Hello, all! I’m John from Denver, CO USA. I’m a network engineer / python hack by day. After hearing about Erlang a few times, I decided to check it out and I’m hooked. I’m not really a programmer, despite dabbling in a few languages over the past few decades. Erlang is rekindling that interest in programming for the sake of programming, which I haven’t had for a while.

I also want to say that the Erlang community has been so welcoming, helpful and encouraging. Erlang is the first functional language I’ve ever really started to learn. I don’t count the two weeks with clojure that were an utter failure a few years ago. :joy: I’m looking forward to learning more and ultimately being able to contribute to the community and/or Erlang projects in some way.

11 Likes

Hello world!

I’m a bit late to the party…

A little about me :

My name is Bryan Paxton (a.k.a. starbelly). I’m a board member of the Erlang Ecosystem Foundation (https://erlef.org), a member of the EEF build and packaging working group, infrastructure working group, and marketing working group. I’m also an admin on elranger slack and a recent SpawnFest organizer.

I help maintain the setup-beam github action, erlang-companies.org, rebar3_hex, and verl and contribute to various other open source projects ranging from Elixir to Erlang/OTP, from hex.pm to enacl, and so forth and so on. I try to make contributions to all areas of the BEAM when and where I can and as time allows.

I also recently, joined this forum as moderator !!! Sadly, this forum launched right when I get hit with what is probably the worst sinus infection I’ve ever had. I’m on the mend now and should be more active around here going forward, but also I am still in recovery mode I would say, so :bear: with me : )

I’m quite passionate about helping people and Erlang/OTP and all BEAM languages :slight_smile: It’s in fact hard for me to even write code in other languages now (spoiled rotten!), though I do have to from time to time. On that note, here’s my language journey in general : C → Perl → Python → Ruby → Elixir → Erlang.

I’ve been on the BEAM for about 5 years now. My introduction to all of it was via Elixir for which I can not thank Jose, the rest of elixir-core and the community enough. I’ve always had a day job doing Elixir for the past 5 years thanks to them.

Really had it not been for Elixir, I probably never would have found Erlang (again). There’s a funny story in there about my first encounter with Erlang though :slight_smile:

After spending a good bit of time with Elixir, I got more and more curious about Erlang itself and proceeded to go deeper. It was actually while trying to do a project with a core elixir member that I really started to fall in love with Erlang (irony!).

I really started to embrace a whole new way of looking at languages, designing systems, and a huge part of that is because of this path I went down with Erlang, and no doubt a huge thanks needs to go to Joe, Robert, Mike, and Bjarne!. Not to mention the OTP team past and present.

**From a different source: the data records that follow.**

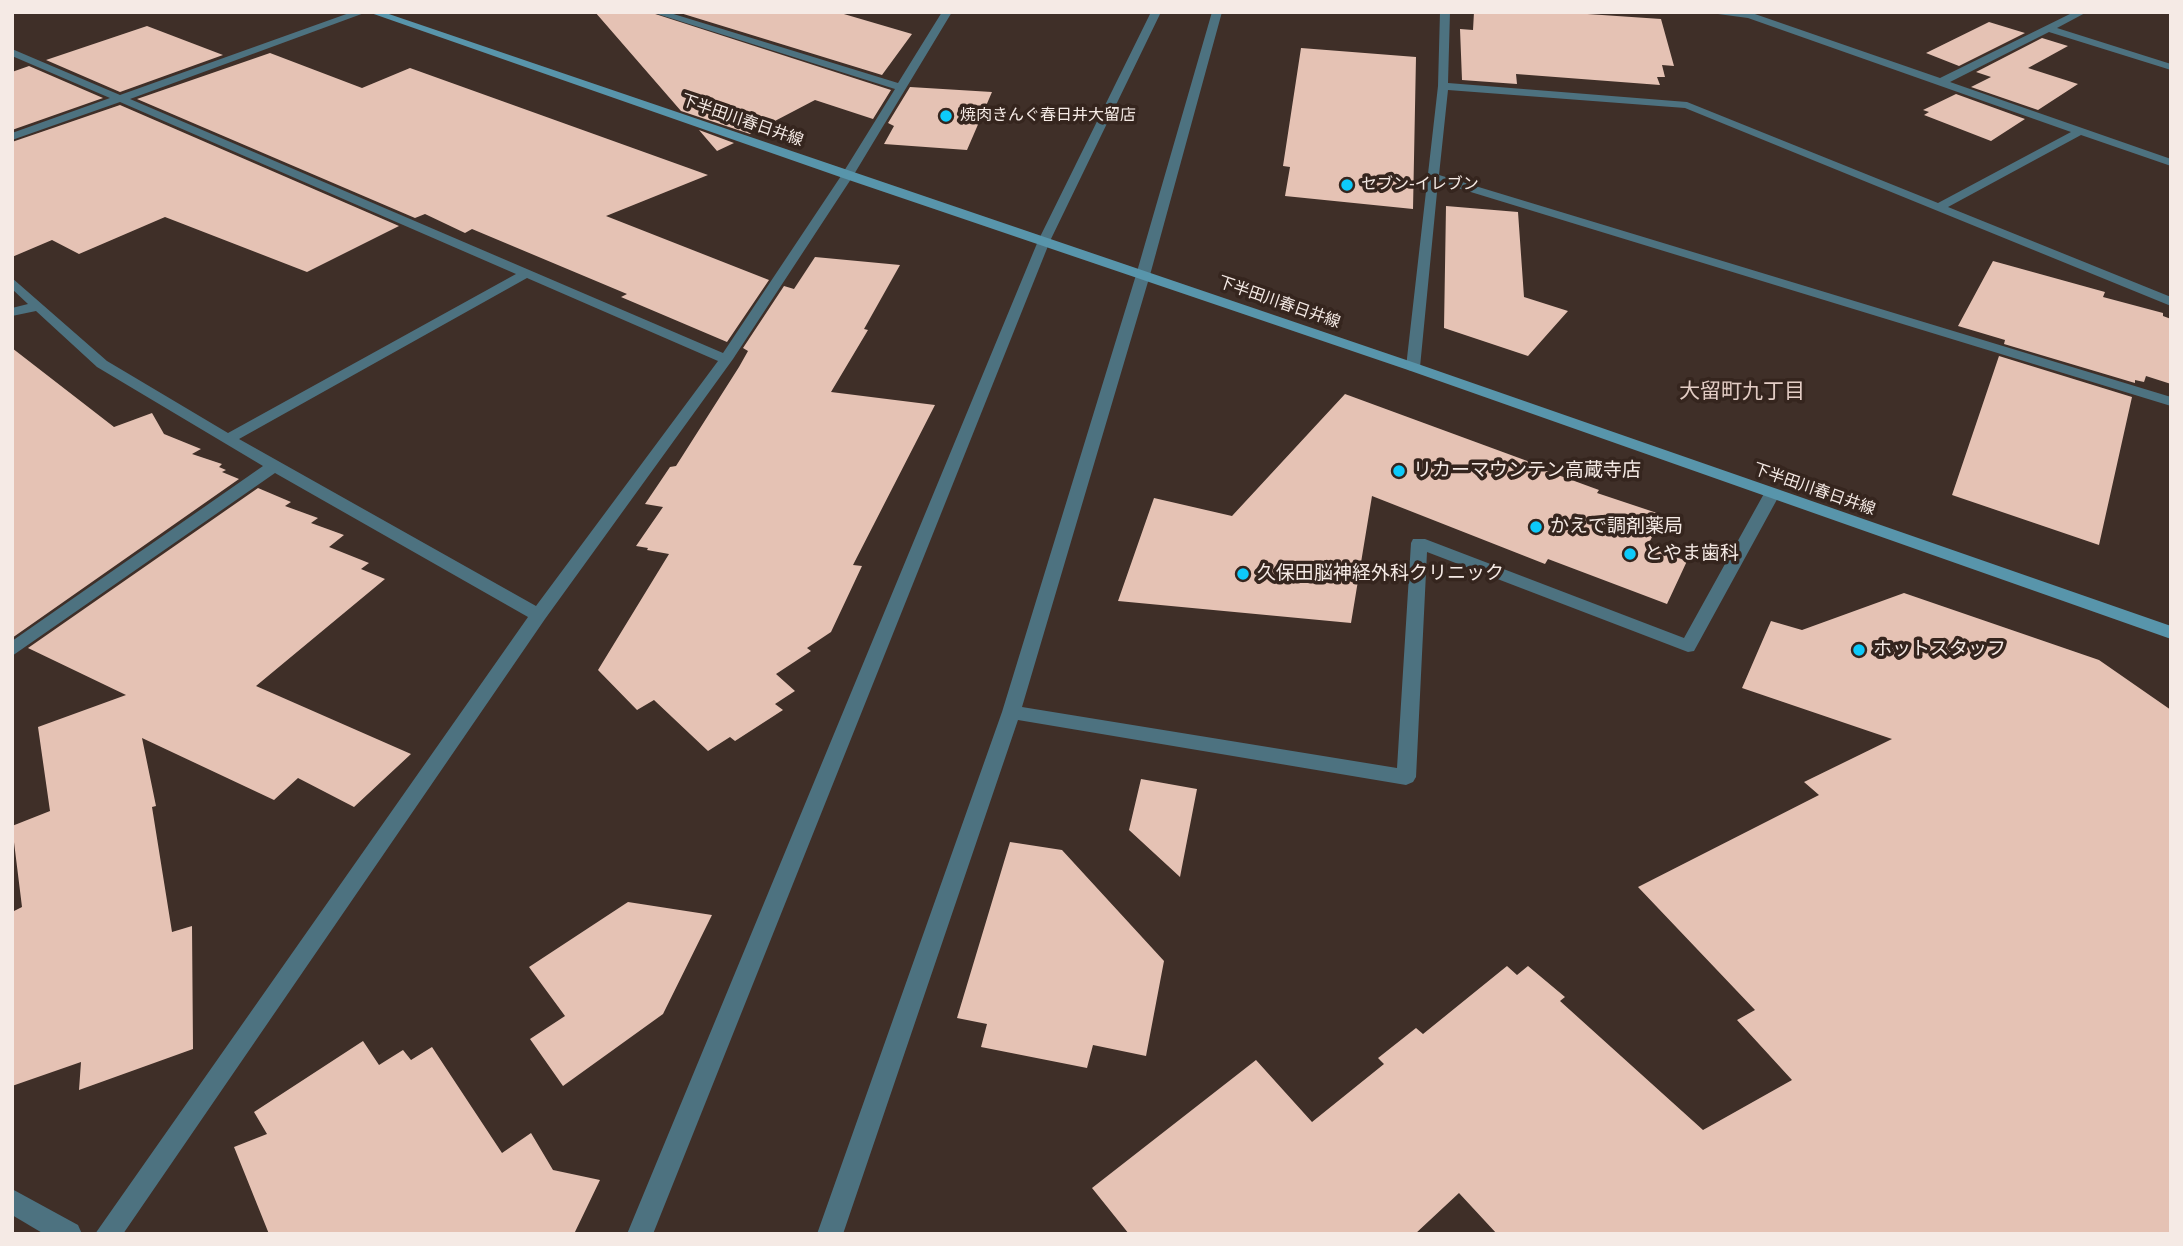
<!DOCTYPE html>
<html>
<head>
<meta charset="utf-8">
<style>
  body { margin:0 }
  #map { position:relative; width:2183px; height:1246px; overflow:hidden; background:#3f2f28; font-family:"DejaVu Sans",sans-serif }
  canvas { display:block }
  .frame { position:absolute; inset:0; border:14px solid #f5eae5; pointer-events:none }
</style>
</head>
<body>
<div id="map">
<canvas width="2183" height="1246"></canvas>
<div class="frame"></div>
</div>
<script>
const g = document.querySelector('canvas').getContext('2d');
g.lineJoin = 'round';
function fillPath(path, color) {
  g.fillStyle = color;
  g.fill(path, 'evenodd');
}
function stroke(path, color, width, dash) {
  g.strokeStyle = color;
  g.lineWidth = width;
  g.lineCap = dash ? 'butt' : 'round';
  g.setLineDash(dash || []);
  g.stroke(path);
}
function drawText(font, color, halo, rows, align = 'center') {
  g.font = font + ' "DejaVu Sans","Noto Sans JP",sans-serif';
  g.lineWidth = 7;
  g.setLineDash([]);
  g.textBaseline = 'middle';
  g.strokeStyle = halo;
  g.fillStyle = color;
  for (const [text, x, y, turn = 0] of rows) {
    g.save();
    g.translate(x, y);
    g.rotate((+turn || 0) * Math.PI / 180);
    g.textAlign = isNaN(turn) ? turn : align;
    if (halo) g.strokeText(text, 0, 0);
    g.fillText(text, 0, 0);
    g.restore();
  }
}
fillPath(new Path2D(`
  M595 12H649L891 90 873 119 815 100 750 134 681 111Z
  M677 12H837L912 34 882 75Z
  M1474 12H1558L1661 19 1674 66 1662 65 1665 77H1657L1660 85 1516 74 1517 84 1462 80 1460 29 1473 30Z
  M1989 22 2025 33 1959 66 1926 53Z
  M147 26 223 55 120 92 46 60Z
  M2042 38 2068 46 2028 68 2078 84 2038 110 1971 87 1991 77 1976 72Z
  M1301 48 1416 57 1413 209 1285 196 1290 167 1283 166Z
  M270 53 362 88 410 68 708 175 606 216 769 280 727 342 621 297 627 294 472 229 465 233 425 214 415 218 137 99Z
  M29 66 103 98 12 130V72Z
  M910 87 992 92 967 150 884 144 894 126 888 123Z
  M1956 94 2025 119 1991 141 1924 115 1929 112 1923 110Z
  M120 105 399 226 307 272 165 217 79 254 52 240 12 257V142Z
  M699 130 734 143 717 151Z
  M1446 206 1518 212 1524 297 1568 311 1528 356 1444 328Z
  M815 257 900 265 864 329 868 330 831 392 935 405 853 565 862 566 831 632 807 648 811 651 776 674 795 691 775 704 783 710 735 741 730 737 708 751 654 700 637 710 598 670 669 554 647 550 648 548 636 546 663 507 645 504 670 467 676 466 739 367 748 351 743 348 784 286 794 289Z
  M1993 261 2105 292 2103 297 2163 313V316L2171 319V384L2146 376 2144 382 2135 380V383L2004 344 2005 340 1958 326Z
  M12 348 114 427 152 413 164 434 201 449 192 454 222 464 219 467 226 470 222 472 239 479 12 638Z
  M1999 356 2132 397 2099 545 1952 495Z
  M1345 394 1530 462 1528 464 1599 490 1597 493 1663 515 1647 547 1687 561 1667 604 1548 559 1545 564 1372 496 1351 623 1118 601 1154 498 1232 516Z
  M258 488 291 502 285 506 318 518 311 523 344 535 329 547 369 563 361 569 385 579 256 686 411 754 354 807 298 778 274 800 142 738 156 806 152 807 172 932 192 926 193 1049 79 1090 81 1062 12 1086V912L22 907 12 826 50 811 38 727 126 695 28 648Z
  M1904 593 2099 660 2171 710V1234H1497L1459 1193 1415 1234H1129L1092 1188 1256 1060 1312 1122 1384 1064 1378 1058 1416 1028 1423 1034 1507 966 1517 975 1528 966 1565 997 1560 1001 1703 1130 1792 1080 1737 1020 1755 1010 1638 887 1819 795 1804 782 1892 739 1742 688 1771 621 1802 630Z
  M1141 779 1197 789 1180 877 1129 830Z
  M1010 842 1062 850 1164 961 1146 1056 1093 1045 1087 1068 981 1047 987 1024 957 1018Z
  M628 902 712 915 663 1014 563 1086 530 1039 565 1016 529 967Z
  M363 1041 379 1065 403 1050 411 1060 432 1047 502 1153 531 1133 553 1170 600 1180 574 1234H269L234 1147 267 1134 254 1112Z`), '#e5c2b4');
fillPath(new Path2D(`
  M352 12H367L130 99 723 353 841 176 895 89 651 12H667L898 83 942 12H952L853 176 733 359 545 619 123 1234H95L528 617 275 473 12 656V641L263 466 97 367 36 311 12 316V308L28 304 12 289V278L107 361 228 433 516 274 120 102 12 140V133L110 98 12 56V49L120 95ZM527 278 718 361 536 606 239 439Z
  M1151 12H1161L1050 241 653 1234H627L1038 241Z
  M1212 12H1222L1150 275 1022 707 1397 768 1411 543 1413 539H1425L1684 638 1766 490 1772 489 1780 494 1694 651 1688 652 1427 552 1416 777 1413 782 1406 785 1018 720 843 1234H817L1002 712 1136 275Z
  M1440 12H1450L1448 83 1687 102 1938 203 2071 132 1748 18 1703 12 1752 13 1940 78 2074 12H2087L2057 28 2171 64V70L2049 32 1950 82 2171 159V166L2081 135 1948 207 2171 297V306L1685 108 1448 90 1439 175 2171 397V406L1438 182 1420 367 1413 371 1408 370 1406 367 1438 86Z`), '#4d7280');
fillPath(new Path2D(`
  M12 1189 78 1225 82 1234H44L12 1215Z`), '#4d7280');
fillPath(new Path2D(`
  M368 12H383L1418 364 2171 626V639L1408 370 843 178Z`), '#5895ab');
for (const [x, y, r, color] of [
  [946,116,7,"#0dcafa"],
  [1347,185,7,"#0dcafa"],
  [1399,471,7,"#0dcafa"],
  [1536,527,7,"#0dcafa"],
  [1630,554,7,"#0dcafa"],
  [1243,574,7,"#0dcafa"],
  [1859,650,7,"#0dcafa"]
]) {
  const dot = new Path2D();
  dot.arc(x, y, r, 0, 2 * Math.PI);
  g.fillStyle = color;
  g.fill(dot);
  stroke(dot, '#35251e', 2.5);
}
drawText('16px', '#f5eae5', '#35251e', [
  ["焼肉きんぐ春日井大留店",960,116],
  ["セブン-イレブン",1361,185]
], 'left');
drawText('16px', '#f5eae5', '#35251e', [
  ["下半田川春日井線",742,121,19],
  ["下半田川春日井線",1279,303,19],
  ["下半田川春日井線",1814,490,19]
]);
drawText('19px', '#f5eae5', '#35251e', [
  ["リカーマウンテン高蔵寺店",1413,471],
  ["かえで調剤薬局",1550,527],
  ["とやま歯科",1644,554],
  ["久保田脳神経外科クリニック",1257,574],
  ["ホットスタッフ",1873,650]
], 'left');
drawText('21px', '#e3cdc5', '#35251e', [
  ["大留町九丁目",1742,393]
]);
</script>
</body>
</html>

In addition to finding a lot of knowledge and wisdom within Erlang itself, and the community at large, I found a lot of great people I may never have encountered had I not gone down that path. You know who you are :wink:

I look forward to continuing on the path I’m on and specifically going deeper into OTP and ERTS with a stronger focus on contributing more to Erlang/OTP.

After all is said and done… I love all BEAM languages, I love the entire community. I love the different perspectives they all bring to the table. I love how one can influence the other; and I see this exponentially growing.

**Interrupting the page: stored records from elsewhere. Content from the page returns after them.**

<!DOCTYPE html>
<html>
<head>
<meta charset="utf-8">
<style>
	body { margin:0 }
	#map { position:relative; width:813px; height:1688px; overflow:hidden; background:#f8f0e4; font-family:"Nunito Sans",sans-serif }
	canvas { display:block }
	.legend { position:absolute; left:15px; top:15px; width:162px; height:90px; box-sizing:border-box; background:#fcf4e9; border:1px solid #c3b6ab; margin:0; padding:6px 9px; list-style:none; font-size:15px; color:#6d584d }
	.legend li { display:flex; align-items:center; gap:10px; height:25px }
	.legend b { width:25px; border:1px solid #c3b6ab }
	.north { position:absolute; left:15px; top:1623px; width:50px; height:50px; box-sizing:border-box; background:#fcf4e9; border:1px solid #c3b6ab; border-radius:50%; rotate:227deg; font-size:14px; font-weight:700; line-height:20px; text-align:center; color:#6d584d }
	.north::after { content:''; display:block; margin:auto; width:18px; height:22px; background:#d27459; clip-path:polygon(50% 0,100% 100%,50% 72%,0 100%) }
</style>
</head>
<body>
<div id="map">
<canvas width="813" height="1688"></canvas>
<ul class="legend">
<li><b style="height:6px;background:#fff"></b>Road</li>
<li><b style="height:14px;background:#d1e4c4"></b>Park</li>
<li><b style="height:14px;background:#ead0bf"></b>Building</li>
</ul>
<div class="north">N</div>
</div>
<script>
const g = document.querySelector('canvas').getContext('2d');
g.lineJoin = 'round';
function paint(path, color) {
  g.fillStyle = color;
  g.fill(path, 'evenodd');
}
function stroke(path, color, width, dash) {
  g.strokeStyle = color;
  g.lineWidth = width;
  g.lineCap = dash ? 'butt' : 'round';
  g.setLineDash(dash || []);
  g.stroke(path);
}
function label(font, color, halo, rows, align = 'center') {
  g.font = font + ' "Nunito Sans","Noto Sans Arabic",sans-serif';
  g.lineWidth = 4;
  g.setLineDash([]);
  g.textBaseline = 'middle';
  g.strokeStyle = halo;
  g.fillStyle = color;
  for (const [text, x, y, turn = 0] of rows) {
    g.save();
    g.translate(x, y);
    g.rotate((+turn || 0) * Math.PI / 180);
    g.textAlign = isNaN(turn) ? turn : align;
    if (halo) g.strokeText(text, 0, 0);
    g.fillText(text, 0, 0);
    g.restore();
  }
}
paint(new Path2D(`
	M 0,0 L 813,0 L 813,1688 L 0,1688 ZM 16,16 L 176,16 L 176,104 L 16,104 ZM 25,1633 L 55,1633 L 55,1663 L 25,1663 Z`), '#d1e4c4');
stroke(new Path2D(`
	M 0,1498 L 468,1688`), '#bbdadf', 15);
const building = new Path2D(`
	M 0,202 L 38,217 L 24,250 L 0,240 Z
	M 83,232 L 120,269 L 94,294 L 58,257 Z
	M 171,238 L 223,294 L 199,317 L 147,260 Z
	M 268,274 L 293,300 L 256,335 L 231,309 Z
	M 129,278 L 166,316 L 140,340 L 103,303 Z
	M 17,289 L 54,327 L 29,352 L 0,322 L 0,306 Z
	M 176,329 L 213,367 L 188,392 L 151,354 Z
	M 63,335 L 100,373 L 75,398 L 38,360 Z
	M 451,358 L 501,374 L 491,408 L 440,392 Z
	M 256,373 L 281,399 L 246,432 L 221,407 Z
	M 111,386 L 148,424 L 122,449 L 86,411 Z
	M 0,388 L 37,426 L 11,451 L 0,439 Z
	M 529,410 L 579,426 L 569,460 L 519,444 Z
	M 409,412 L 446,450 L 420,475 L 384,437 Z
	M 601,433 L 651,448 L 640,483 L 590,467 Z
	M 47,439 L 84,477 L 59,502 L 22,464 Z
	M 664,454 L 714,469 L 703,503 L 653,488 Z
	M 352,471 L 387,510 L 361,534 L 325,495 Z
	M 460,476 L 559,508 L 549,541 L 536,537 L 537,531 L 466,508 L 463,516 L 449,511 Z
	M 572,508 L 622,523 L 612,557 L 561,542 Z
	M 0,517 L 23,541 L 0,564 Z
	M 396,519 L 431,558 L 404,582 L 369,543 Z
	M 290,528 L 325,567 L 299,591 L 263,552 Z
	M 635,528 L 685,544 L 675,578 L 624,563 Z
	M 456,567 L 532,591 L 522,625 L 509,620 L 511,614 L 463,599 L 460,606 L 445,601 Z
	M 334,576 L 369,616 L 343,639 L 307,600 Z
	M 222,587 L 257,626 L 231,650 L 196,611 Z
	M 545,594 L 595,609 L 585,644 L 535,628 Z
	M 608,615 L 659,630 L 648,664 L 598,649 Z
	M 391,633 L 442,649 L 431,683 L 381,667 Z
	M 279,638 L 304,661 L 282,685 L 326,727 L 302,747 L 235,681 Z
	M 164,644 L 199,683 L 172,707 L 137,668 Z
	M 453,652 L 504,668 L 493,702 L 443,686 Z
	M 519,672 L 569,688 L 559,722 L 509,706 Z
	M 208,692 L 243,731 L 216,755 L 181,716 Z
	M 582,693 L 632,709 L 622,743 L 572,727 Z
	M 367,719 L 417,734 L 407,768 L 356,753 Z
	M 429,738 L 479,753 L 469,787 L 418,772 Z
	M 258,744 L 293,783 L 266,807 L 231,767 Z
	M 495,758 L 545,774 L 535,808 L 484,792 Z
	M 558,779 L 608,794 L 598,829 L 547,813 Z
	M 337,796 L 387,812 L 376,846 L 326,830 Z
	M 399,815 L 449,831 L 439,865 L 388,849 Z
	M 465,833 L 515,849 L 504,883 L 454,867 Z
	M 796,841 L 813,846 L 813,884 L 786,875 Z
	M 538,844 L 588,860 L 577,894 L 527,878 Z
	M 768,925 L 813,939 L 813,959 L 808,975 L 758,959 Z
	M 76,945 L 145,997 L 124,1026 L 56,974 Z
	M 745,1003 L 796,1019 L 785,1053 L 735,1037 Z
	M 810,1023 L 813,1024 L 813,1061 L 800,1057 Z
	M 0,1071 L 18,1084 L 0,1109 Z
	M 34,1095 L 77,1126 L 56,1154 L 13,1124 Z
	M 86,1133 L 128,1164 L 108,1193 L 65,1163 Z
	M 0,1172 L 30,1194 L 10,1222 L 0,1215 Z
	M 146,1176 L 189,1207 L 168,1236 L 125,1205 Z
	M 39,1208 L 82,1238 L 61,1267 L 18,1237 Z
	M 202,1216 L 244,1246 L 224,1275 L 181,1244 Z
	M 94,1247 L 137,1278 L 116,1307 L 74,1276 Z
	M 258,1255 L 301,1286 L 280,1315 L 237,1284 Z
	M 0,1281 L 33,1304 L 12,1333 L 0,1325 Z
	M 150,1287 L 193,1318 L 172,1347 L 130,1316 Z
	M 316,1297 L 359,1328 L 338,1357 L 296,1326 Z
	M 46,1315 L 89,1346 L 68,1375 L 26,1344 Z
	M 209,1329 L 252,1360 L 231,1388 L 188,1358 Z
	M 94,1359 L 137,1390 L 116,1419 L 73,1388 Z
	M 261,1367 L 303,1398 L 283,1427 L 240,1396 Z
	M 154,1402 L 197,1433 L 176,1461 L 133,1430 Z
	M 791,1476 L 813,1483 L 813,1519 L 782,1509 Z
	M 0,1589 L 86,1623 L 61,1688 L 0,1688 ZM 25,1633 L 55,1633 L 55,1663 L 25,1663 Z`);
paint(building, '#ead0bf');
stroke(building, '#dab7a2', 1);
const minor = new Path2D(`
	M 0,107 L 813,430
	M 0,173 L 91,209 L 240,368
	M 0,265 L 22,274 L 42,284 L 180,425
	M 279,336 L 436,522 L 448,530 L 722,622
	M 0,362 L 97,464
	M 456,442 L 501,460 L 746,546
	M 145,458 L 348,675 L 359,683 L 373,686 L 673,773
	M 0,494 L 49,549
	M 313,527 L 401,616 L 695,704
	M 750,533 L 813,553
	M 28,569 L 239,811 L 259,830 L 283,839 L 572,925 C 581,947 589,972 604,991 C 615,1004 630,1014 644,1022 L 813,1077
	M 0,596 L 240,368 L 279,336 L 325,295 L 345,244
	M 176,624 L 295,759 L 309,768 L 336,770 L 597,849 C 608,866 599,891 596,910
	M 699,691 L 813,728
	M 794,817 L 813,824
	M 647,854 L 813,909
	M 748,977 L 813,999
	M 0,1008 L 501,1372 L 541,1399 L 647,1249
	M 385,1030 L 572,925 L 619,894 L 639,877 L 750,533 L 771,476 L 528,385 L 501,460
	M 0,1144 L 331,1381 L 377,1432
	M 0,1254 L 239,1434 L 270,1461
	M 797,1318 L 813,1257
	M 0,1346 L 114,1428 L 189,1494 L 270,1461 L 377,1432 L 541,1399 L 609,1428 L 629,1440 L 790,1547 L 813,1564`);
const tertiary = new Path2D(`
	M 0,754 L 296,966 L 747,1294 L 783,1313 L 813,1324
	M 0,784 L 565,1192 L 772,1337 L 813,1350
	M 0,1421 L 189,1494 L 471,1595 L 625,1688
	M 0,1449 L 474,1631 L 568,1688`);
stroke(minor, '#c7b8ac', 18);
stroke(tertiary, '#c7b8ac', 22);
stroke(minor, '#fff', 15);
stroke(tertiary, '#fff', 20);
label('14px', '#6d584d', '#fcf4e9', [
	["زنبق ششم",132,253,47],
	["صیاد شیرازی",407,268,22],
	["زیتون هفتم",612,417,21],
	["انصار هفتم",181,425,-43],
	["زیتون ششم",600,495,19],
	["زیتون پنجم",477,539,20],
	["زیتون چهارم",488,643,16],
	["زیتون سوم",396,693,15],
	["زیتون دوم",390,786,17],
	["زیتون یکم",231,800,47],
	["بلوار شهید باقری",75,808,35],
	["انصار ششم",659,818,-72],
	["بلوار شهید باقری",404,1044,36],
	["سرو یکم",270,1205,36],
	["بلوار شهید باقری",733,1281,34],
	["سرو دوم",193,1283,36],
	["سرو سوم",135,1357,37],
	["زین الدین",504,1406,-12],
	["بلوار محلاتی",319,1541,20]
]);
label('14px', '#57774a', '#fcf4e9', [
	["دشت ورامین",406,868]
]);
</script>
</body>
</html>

At the risk of being redundant; let me add that the BEAM community is by far the finest community I have ever had interactions with, full stop, period. I’ve always stated this and it still holds true.

Erlang/OTP aside, I’m extremely passionate about music and more specifically writing and playing music. I love a great movie and comedy shows. I’m married, have two kids, a grandson, a dog, and a cat.

That’s a mouthful, so I’ll stop there, for now… :grinning: But hey, I’m an open book, you can always feel free to AMA or ping me. :heart::yellow_heart::green_heart::blue_heart::purple_heart:

18 Likes

I’m glad to hear that sinus infection is improving!